Once Ananias placed his hands on Saul and affirmed that Jesus truly had sent him, Saul regained his sight and was baptized, whereupon his preaching ministry commenced. He preached that Jesus is Lord in every town or city he visited. He no longer sought to punish Jews for their disobedience nor flaunted his lavish education of the law but, instead, sought to introduce as many Gentiles to Jesus as his time would allow. It’s very possible that his tent-making skills gave him access to the common people. It would be easy to attract a crowd to just sit, talk, and casually introduce Jesus. He made many enemies as a result of his teaching and often lived a harsh life but he never gave up the message that no matter who we are, Jesus is waiting to welcome us into the family of God.

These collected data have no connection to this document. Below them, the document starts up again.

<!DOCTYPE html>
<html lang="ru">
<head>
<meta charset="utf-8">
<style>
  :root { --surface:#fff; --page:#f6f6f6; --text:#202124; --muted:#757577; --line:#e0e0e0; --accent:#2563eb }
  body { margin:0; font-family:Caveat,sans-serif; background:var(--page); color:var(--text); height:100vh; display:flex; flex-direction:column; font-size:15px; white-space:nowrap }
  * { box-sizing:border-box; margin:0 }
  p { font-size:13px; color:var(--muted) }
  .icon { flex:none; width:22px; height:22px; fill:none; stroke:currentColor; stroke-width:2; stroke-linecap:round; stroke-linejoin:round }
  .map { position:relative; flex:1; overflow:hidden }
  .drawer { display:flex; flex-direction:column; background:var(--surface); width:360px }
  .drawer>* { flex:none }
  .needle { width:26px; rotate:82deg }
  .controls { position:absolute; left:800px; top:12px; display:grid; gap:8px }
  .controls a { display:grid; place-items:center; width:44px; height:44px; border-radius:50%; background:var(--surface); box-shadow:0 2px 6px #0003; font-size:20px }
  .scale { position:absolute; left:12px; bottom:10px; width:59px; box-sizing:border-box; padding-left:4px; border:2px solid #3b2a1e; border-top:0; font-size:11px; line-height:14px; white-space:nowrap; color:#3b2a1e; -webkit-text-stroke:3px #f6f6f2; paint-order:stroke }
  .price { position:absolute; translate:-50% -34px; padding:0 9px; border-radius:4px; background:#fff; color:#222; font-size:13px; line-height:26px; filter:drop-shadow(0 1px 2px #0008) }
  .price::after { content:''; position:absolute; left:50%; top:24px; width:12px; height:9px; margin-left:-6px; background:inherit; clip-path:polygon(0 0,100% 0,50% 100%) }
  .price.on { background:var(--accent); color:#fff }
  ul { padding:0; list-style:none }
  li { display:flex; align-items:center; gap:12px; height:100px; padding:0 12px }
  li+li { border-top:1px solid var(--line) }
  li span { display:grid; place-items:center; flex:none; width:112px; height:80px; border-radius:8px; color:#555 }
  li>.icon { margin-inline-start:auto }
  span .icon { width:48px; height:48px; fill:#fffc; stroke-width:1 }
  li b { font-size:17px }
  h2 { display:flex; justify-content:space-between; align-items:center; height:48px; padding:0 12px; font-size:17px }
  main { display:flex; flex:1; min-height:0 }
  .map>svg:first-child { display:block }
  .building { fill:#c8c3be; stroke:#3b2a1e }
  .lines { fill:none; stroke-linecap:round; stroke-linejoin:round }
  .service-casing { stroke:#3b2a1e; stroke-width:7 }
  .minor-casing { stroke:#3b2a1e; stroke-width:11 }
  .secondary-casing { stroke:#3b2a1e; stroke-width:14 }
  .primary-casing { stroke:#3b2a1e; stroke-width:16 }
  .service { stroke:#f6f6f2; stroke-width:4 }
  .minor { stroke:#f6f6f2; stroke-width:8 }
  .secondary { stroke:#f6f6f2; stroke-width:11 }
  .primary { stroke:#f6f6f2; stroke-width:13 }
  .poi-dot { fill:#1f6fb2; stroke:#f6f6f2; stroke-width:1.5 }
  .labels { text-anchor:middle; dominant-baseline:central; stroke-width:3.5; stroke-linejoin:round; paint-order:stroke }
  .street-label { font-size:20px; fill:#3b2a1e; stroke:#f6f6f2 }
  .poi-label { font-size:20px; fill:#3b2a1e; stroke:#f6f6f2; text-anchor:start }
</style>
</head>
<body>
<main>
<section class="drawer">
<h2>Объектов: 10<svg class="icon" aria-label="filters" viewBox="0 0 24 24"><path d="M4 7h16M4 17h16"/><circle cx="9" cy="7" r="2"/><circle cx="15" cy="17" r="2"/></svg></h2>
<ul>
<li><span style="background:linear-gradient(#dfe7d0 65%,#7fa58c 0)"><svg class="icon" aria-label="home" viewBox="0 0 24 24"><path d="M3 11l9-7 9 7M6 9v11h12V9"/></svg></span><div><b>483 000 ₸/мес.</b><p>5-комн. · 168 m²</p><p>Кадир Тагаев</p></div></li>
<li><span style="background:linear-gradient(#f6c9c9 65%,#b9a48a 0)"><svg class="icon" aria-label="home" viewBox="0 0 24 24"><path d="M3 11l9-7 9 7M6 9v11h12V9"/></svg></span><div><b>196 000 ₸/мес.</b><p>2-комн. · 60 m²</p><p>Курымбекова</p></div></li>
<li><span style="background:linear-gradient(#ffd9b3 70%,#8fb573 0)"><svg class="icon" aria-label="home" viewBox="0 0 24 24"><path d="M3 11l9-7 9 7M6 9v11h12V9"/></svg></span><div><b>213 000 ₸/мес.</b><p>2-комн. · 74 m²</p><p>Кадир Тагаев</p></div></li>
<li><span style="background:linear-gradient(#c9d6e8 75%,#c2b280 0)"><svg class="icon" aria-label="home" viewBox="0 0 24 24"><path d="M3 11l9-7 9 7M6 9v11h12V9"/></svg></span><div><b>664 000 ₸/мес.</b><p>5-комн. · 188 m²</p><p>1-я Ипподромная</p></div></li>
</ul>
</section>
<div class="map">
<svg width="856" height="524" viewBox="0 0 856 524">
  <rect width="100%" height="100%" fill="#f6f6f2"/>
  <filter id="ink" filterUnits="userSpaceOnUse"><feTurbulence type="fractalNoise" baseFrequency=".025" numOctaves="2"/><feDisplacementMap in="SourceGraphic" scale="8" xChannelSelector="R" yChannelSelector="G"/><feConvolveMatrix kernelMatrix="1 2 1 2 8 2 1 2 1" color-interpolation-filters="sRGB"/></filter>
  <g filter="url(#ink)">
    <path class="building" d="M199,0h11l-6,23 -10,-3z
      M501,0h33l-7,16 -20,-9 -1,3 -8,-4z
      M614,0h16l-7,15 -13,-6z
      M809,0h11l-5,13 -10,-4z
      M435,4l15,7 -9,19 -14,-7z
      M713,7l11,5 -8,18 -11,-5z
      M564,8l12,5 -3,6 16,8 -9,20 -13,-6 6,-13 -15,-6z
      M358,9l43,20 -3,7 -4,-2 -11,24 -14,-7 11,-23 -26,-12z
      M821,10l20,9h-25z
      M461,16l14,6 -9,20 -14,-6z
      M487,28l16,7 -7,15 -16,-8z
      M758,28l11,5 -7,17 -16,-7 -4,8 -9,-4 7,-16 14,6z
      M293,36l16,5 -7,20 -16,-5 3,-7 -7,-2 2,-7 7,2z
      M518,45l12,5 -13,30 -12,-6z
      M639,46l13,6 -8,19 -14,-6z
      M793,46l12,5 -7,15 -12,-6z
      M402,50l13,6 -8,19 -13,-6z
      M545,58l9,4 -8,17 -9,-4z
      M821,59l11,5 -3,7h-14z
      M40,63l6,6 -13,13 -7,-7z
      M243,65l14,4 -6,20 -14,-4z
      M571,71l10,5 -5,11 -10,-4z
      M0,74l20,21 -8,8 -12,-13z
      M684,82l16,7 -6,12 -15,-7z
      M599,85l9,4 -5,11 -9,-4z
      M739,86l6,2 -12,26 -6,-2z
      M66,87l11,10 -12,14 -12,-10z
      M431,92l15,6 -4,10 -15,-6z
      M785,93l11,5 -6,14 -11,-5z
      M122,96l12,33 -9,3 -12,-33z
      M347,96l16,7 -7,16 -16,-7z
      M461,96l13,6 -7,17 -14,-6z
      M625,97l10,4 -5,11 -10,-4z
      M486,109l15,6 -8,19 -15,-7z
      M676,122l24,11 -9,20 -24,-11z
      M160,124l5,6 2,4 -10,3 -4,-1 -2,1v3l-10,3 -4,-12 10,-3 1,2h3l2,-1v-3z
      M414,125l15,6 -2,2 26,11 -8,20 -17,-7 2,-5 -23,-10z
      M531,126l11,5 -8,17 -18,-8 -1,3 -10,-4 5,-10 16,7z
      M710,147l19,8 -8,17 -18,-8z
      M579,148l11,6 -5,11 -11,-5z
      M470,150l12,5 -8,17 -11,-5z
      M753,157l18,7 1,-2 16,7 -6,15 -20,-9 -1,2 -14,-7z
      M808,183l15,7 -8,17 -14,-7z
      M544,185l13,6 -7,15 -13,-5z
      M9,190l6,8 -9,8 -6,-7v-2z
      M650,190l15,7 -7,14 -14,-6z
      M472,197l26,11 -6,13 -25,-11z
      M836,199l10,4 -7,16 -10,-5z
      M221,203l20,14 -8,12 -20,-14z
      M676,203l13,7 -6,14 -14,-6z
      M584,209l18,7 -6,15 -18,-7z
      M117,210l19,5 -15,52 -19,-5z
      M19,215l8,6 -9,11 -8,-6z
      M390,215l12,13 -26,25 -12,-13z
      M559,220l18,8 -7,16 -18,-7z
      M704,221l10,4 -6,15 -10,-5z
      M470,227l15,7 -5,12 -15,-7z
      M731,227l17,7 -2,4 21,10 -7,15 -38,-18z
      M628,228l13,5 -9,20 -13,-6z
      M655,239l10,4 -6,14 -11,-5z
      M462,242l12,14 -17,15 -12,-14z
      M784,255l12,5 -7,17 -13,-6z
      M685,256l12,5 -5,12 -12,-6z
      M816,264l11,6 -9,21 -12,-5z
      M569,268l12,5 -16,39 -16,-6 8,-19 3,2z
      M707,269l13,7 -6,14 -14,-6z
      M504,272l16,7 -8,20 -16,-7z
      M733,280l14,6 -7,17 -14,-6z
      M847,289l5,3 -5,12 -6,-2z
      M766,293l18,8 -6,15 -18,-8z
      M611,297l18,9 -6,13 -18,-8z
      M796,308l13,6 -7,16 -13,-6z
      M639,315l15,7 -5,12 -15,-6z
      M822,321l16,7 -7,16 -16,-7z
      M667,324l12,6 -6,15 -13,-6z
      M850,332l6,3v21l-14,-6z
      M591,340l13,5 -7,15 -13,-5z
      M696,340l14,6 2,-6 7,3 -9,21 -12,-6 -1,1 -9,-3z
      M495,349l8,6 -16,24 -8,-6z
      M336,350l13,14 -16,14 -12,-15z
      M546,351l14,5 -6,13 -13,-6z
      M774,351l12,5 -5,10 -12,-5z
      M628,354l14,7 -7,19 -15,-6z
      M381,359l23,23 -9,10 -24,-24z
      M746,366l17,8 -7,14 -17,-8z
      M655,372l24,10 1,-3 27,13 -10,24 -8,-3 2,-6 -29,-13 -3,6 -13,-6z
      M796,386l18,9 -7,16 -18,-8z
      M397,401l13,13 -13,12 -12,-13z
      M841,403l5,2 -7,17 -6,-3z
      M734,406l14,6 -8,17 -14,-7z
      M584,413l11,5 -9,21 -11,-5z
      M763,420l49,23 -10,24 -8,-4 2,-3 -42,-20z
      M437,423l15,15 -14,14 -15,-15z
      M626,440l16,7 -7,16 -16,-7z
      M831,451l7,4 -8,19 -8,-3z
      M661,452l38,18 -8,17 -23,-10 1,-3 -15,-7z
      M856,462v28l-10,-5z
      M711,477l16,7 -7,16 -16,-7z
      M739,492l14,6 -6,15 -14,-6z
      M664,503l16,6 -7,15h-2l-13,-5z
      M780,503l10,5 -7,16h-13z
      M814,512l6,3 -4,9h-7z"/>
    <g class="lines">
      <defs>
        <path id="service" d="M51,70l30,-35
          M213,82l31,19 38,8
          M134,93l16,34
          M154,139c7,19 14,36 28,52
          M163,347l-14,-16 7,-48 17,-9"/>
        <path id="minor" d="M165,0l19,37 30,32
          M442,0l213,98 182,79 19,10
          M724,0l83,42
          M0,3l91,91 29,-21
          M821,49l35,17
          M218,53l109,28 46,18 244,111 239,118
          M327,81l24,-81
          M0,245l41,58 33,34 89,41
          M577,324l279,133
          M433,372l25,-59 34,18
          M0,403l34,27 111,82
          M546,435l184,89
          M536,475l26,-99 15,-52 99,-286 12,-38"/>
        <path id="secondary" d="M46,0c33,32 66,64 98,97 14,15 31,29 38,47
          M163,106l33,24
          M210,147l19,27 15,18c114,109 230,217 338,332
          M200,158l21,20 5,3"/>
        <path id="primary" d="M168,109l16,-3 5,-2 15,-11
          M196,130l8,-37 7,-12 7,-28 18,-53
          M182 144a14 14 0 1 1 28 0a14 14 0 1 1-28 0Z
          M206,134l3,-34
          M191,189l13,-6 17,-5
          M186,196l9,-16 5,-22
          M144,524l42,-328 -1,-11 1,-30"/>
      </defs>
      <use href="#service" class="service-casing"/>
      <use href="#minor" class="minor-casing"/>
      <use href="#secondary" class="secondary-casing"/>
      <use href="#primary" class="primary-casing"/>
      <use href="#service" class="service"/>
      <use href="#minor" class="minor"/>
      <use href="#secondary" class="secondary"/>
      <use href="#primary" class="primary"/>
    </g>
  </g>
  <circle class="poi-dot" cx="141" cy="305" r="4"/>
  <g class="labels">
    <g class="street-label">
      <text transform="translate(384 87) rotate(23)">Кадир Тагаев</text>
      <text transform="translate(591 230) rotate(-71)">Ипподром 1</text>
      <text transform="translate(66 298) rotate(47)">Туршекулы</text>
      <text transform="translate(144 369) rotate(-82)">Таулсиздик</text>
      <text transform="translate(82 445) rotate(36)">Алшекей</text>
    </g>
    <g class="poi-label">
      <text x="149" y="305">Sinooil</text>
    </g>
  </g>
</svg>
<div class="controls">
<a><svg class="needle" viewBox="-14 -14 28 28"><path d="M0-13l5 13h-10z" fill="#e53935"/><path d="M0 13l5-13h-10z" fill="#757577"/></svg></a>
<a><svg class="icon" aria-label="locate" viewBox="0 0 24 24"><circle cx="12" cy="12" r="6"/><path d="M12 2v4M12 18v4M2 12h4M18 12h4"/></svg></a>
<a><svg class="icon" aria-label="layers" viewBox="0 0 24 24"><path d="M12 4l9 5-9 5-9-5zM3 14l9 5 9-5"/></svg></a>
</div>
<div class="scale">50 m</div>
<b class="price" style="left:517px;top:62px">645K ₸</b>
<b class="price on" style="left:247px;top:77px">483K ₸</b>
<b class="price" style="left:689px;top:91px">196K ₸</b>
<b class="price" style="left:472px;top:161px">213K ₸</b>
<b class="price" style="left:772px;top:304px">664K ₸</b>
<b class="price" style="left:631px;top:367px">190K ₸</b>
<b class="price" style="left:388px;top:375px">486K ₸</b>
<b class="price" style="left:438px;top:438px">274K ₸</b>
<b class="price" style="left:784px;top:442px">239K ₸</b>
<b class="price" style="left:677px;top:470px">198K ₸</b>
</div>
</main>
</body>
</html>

After his baptism, Saul became known as Paul, and there is a great deal of discussion about why this occurred but that’s a subject for another time. Though Paul was a completely devoted disciple of Jesus and is credited with being second in importance only to Jesus in the New Testament and with having written or provided resources for thirteen of the twenty-seven books within that portion of the Bible, he always wrestled with the concept of right and wrong, as witnessed by the confusing scripture at the beginning of this story. Now we get to the really good part:

I’ve tried everything and nothing helps. I’m at the end of my rope. Is there no one who can do anything for me?  Isn’t that the real question? The answer, thank God, is that Jesus Christ can and does. He acted to set things right in this life of contradictions where I want to serve God with all my heart and mind, but am pulled by the influence of sin to do something totally different. Romans 7:24-25

What a message and what a promise! God wants all of his children to come to him, even the ones we may deem unworthy. If a guy like Saul could do a one-eighty and become Paul, a force for good, yet still need to wrestle the human forces within himself, who are we to say no when Jesus calls us to Him? It doesn’t matter how flawed we have become, where we’ve been, or how far into the well of despair we’ve fallen, He finds us, reaching His hand of mercy down into the well to pull us out. All we have to do is reach up!